:: Task objective ::
Return all lines of the listing below that carry the word "WinMart".
___
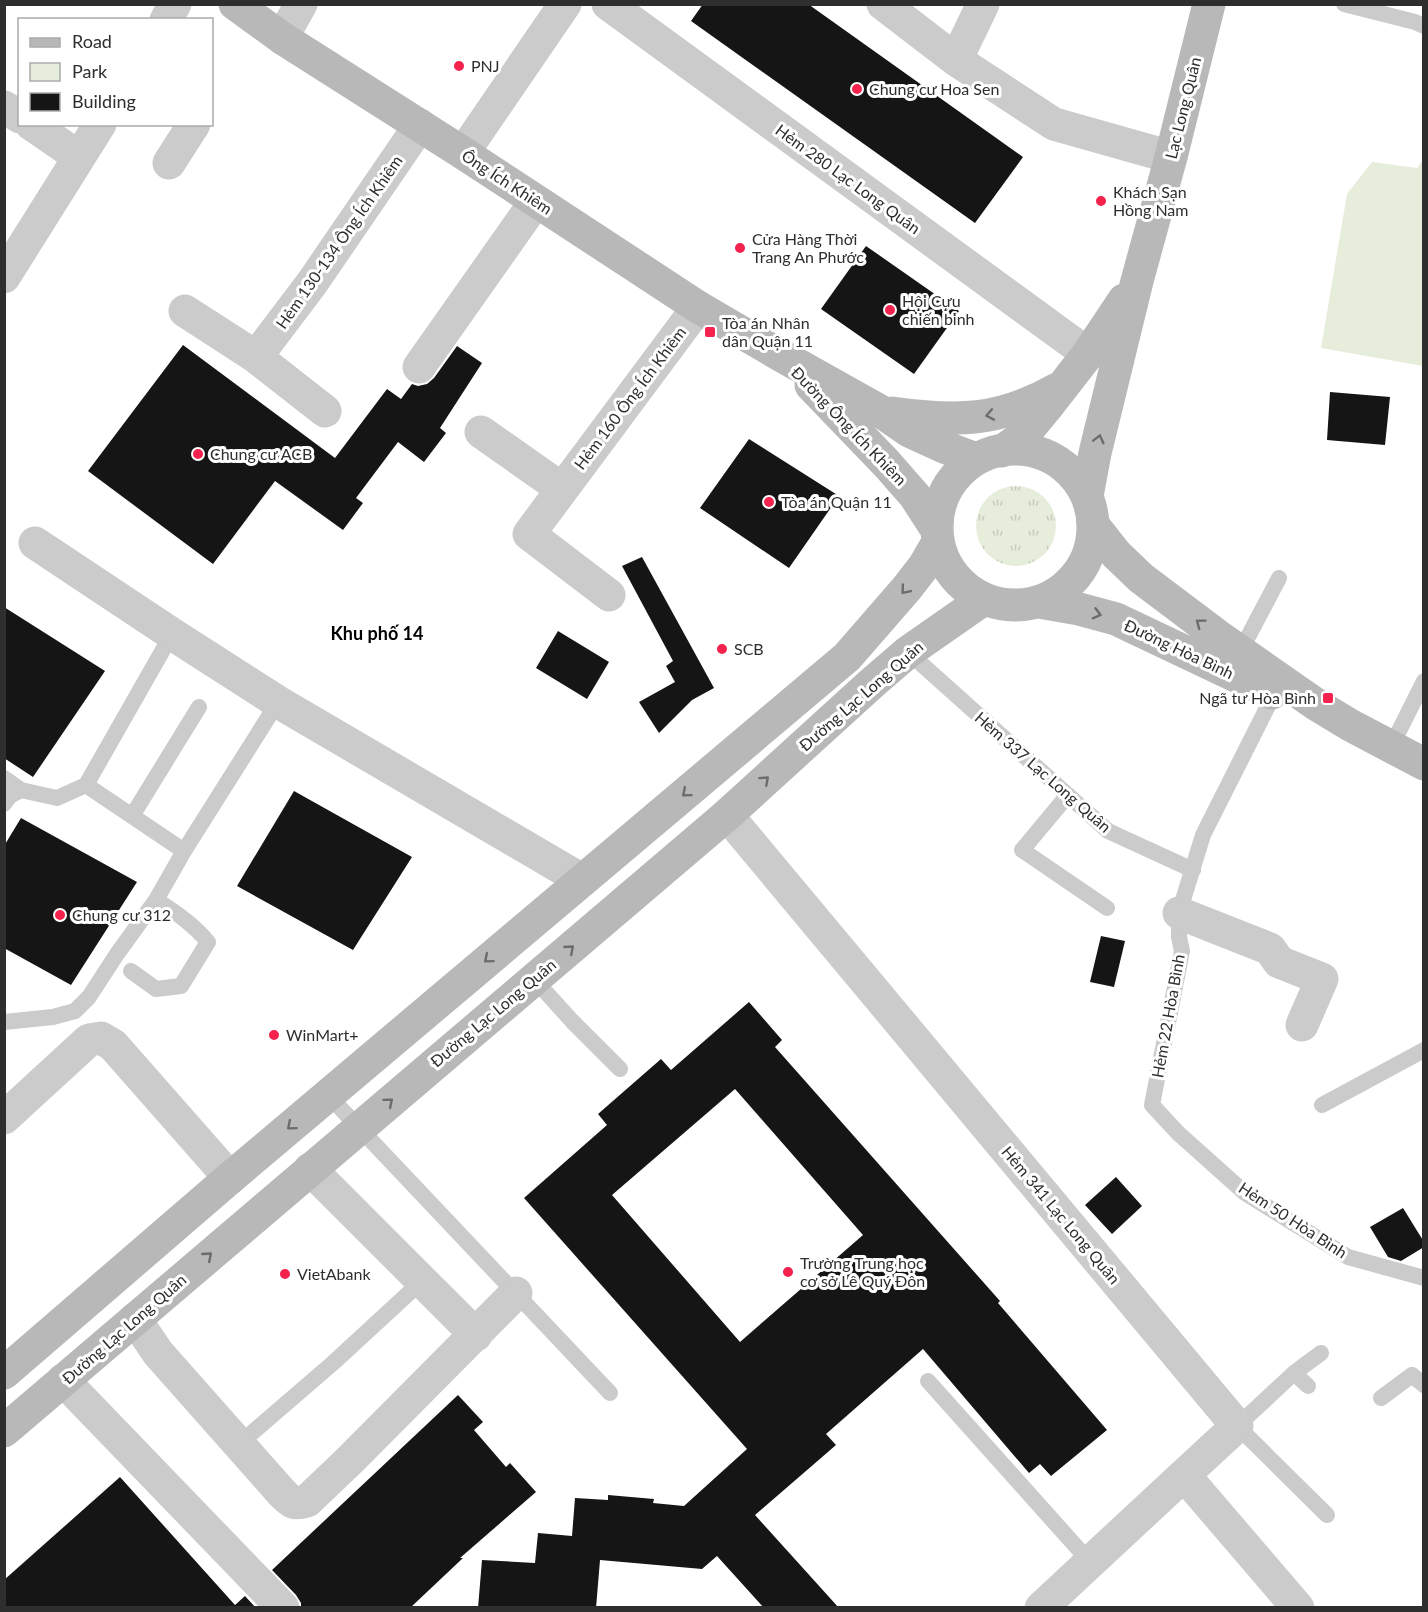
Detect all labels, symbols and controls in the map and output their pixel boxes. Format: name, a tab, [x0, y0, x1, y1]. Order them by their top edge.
legend	[18, 18, 213, 126]
text: Road	[72, 30, 112, 52]
street label: Lạc Long Quân	[1161, 55, 1204, 161]
place label: PNJ	[471, 56, 500, 75]
marker: PNJ	[452, 59, 466, 73]
text: Park	[72, 60, 108, 82]
place label: Chung cư Hoa Sen	[869, 79, 999, 98]
marker: Chung cư Hoa Sen	[850, 82, 864, 96]
text: Building	[72, 90, 136, 112]
street label: Hẻm 280 Lạc Long Quân	[772, 120, 924, 237]
street label: Ông Ích Khiêm	[459, 145, 556, 218]
street label: Hẻm 130-134 Ông Ích Khiêm	[271, 151, 406, 332]
place label: Khách Sạn Hồng Nam	[1113, 182, 1188, 219]
marker: Khách Sạn Hồng Nam	[1094, 194, 1108, 208]
place label: Cửa Hàng Thời Trang An Phước	[752, 229, 864, 266]
marker: Cửa Hàng Thời Trang An Phước	[733, 241, 747, 255]
place label: Hội Cựu chiến binh	[902, 291, 975, 328]
marker: Hội Cựu chiến binh	[883, 303, 897, 317]
place label: Tòa án Nhân dân Quận 11	[722, 313, 813, 350]
street label: Hẻm 160 Ông Ích Khiêm	[570, 323, 689, 473]
marker: Tòa án Nhân dân Quận 11	[703, 325, 717, 339]
street label: Đường Ông Ích Khiêm	[788, 363, 911, 489]
one-way arrow	[986, 408, 995, 420]
one-way arrow	[1091, 434, 1104, 444]
place label: Chung cư ACB	[210, 444, 312, 463]
marker: Chung cư ACB	[191, 447, 205, 461]
place label: Tòa án Quận 11	[781, 492, 892, 511]
marker: Tòa án Quận 11	[762, 495, 776, 509]
one-way arrow	[901, 583, 912, 594]
one-way arrow	[1091, 606, 1101, 619]
street label: Đường Hòa Bình	[1122, 615, 1237, 682]
one-way arrow	[1196, 619, 1207, 630]
district label: Khu phố 14	[331, 622, 423, 644]
street label: Đường Lạc Long Quân	[795, 637, 926, 755]
place label: SCB	[734, 639, 764, 658]
marker: SCB	[715, 642, 729, 656]
place label: Ngã tư Hòa Bình	[1199, 688, 1316, 707]
marker: Ngã tư Hòa Bình	[1321, 691, 1335, 705]
street label: Hẻm 337 Lạc Long Quân	[971, 707, 1115, 836]
one-way arrow	[758, 777, 769, 788]
one-way arrow	[682, 786, 693, 797]
place label: Chung cư 312	[72, 905, 171, 924]
marker: Chung cư 312	[53, 908, 67, 922]
one-way arrow	[563, 945, 574, 956]
one-way arrow	[484, 952, 495, 963]
street label: Hẻm 22 Hòa Bình	[1147, 953, 1188, 1079]
street label: Đường Lạc Long Quân	[426, 955, 559, 1071]
place label: WinMart+	[286, 1025, 359, 1044]
marker: WinMart+	[267, 1028, 281, 1042]
one-way arrow	[382, 1098, 393, 1109]
one-way arrow	[287, 1119, 298, 1130]
street label: Hẻm 341 Lạc Long Quân	[998, 1142, 1125, 1287]
street label: Hẻm 50 Hòa Bình	[1236, 1177, 1351, 1262]
one-way arrow	[201, 1252, 212, 1263]
place label: Trường Trung học cơ sở Lê Quý Đôn	[800, 1253, 925, 1290]
place label: VietAbank	[297, 1264, 371, 1283]
marker: Trường Trung học cơ sở Lê Quý Đôn	[781, 1265, 795, 1279]
marker: VietAbank	[278, 1267, 292, 1281]
street label: Đường Lạc Long Quân	[58, 1270, 189, 1388]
___
:: Answer area ::
place label: WinMart+	[286, 1025, 359, 1044]
marker: WinMart+	[267, 1028, 281, 1042]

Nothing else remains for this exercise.